**YOUR OBJECTIVE:** Whichever lines of the material contain "Бартеневская", copy each of them.

**SOURCE MATERIAL:**
·····

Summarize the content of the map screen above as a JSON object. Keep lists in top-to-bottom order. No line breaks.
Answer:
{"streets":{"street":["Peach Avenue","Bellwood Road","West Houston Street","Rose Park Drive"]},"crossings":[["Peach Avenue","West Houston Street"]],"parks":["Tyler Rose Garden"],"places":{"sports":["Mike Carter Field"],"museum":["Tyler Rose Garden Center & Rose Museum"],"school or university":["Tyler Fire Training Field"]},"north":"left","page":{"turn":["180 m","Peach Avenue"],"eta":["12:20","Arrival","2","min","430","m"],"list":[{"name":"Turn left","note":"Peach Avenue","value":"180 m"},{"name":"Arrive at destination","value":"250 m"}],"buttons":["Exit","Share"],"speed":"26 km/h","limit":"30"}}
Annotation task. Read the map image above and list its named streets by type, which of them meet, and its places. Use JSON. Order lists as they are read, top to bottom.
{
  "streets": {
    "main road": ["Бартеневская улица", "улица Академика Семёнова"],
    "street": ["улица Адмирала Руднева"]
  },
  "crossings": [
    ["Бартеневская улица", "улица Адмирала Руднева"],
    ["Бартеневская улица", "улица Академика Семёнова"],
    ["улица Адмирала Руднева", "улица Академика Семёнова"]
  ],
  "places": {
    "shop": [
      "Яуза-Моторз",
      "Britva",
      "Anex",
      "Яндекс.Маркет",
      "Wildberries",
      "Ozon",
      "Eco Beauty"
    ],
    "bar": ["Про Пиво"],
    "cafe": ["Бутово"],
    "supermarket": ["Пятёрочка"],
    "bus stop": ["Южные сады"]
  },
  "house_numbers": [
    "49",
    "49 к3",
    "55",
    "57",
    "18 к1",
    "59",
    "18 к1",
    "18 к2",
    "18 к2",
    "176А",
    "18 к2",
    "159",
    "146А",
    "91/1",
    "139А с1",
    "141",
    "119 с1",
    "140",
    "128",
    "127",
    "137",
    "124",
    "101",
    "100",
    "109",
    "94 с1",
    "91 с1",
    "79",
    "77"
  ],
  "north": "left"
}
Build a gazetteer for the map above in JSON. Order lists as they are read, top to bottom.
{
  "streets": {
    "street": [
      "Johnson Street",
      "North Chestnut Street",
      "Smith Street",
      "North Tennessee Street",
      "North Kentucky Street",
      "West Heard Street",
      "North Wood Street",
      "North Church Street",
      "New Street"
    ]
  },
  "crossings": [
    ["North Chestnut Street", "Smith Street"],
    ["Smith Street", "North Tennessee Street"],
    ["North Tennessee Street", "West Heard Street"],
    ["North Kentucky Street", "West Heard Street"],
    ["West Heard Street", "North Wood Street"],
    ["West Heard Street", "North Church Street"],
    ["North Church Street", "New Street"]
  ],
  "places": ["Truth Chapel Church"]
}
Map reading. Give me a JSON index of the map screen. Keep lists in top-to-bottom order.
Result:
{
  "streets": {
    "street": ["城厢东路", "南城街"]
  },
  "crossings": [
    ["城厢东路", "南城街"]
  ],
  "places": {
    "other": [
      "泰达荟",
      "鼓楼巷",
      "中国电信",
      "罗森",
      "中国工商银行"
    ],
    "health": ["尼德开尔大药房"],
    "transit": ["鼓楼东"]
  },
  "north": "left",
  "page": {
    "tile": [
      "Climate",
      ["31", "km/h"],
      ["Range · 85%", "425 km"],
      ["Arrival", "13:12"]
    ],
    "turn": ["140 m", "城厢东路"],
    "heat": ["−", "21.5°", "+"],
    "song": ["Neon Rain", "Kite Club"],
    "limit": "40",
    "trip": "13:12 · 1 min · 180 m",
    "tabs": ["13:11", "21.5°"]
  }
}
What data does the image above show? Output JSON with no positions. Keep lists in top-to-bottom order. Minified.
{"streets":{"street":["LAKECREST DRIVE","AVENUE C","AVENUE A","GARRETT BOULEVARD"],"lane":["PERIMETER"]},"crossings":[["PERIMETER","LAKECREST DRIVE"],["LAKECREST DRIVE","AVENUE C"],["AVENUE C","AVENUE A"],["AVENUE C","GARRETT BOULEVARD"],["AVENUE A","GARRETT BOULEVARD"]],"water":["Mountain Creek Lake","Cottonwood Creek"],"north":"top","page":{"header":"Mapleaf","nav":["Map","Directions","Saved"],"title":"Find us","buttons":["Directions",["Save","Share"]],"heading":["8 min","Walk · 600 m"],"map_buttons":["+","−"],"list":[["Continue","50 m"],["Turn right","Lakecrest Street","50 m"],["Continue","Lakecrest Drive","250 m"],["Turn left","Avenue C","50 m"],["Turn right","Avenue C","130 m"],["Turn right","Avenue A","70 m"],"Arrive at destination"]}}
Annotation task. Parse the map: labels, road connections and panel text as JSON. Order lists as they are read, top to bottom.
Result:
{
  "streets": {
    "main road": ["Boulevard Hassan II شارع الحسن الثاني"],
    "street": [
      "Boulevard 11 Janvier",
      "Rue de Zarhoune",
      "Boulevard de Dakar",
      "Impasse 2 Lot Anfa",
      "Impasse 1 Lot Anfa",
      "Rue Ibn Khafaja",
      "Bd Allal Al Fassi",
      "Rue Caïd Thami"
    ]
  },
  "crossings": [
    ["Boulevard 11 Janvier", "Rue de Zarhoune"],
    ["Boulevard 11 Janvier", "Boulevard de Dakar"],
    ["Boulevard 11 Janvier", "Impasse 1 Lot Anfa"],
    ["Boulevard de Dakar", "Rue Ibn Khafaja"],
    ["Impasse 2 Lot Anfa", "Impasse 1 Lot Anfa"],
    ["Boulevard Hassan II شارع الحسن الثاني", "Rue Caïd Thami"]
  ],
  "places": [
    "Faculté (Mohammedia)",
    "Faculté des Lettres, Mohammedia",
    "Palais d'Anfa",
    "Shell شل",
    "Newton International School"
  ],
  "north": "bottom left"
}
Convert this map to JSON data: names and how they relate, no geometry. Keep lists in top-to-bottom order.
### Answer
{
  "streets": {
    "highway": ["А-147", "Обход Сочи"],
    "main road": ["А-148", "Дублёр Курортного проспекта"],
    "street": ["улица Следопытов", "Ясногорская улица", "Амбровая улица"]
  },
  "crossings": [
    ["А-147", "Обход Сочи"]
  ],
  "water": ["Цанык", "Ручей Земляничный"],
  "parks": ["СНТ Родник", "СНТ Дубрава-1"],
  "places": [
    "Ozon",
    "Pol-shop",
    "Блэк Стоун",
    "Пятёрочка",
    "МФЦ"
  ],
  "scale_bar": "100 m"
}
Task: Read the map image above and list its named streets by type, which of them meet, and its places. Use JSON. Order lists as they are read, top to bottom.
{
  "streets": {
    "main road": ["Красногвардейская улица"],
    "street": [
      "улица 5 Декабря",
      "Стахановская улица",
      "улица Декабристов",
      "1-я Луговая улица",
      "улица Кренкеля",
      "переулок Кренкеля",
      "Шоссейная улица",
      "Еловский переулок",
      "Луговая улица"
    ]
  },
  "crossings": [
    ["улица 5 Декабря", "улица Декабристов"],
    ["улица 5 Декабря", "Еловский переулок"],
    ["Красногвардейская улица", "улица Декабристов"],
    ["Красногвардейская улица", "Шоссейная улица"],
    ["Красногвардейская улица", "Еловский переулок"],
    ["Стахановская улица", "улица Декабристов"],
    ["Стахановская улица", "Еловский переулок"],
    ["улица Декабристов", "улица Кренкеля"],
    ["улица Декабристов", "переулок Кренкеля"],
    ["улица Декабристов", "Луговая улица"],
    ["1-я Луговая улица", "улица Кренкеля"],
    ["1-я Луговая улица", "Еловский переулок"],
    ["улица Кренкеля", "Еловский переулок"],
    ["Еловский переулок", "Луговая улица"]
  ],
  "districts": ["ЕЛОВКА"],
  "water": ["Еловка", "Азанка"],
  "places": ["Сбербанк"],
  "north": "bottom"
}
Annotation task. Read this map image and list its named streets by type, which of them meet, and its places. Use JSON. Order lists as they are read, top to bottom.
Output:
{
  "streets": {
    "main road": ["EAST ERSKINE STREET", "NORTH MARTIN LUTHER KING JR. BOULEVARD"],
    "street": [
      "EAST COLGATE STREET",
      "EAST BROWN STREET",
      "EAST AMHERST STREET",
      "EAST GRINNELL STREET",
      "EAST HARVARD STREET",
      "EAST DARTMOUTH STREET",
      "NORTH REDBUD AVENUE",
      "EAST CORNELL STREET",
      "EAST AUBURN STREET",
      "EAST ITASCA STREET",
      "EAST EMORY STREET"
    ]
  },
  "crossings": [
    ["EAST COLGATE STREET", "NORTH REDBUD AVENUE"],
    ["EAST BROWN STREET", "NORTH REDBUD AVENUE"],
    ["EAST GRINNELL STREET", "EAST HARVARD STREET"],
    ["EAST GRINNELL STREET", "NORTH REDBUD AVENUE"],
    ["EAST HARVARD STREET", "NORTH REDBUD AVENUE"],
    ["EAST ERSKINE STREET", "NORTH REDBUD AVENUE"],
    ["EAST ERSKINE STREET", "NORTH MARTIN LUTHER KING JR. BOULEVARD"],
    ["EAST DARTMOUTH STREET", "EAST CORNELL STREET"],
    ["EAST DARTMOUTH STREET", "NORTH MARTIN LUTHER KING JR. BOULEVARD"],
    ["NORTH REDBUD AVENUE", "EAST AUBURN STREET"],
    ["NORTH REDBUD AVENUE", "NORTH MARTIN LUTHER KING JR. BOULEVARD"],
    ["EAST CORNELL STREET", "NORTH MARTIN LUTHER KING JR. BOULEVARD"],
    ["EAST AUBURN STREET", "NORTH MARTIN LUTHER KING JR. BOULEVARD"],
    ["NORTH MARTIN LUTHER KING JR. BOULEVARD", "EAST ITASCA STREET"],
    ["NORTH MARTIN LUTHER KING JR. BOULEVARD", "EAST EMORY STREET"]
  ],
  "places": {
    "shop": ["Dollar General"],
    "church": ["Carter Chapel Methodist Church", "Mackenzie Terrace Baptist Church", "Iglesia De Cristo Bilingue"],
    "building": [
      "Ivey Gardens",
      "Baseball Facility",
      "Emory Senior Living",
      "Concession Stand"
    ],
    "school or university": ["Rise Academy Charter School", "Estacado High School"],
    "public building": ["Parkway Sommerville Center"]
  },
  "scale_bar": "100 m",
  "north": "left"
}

·····

**SOLUTION TO THE EXERCISE:**
    "main road": ["Бартеневская улица", "улица Академика Семёнова"],
    ["Бартеневская улица", "улица Адмирала Руднева"],
    ["Бартеневская улица", "улица Академика Семёнова"],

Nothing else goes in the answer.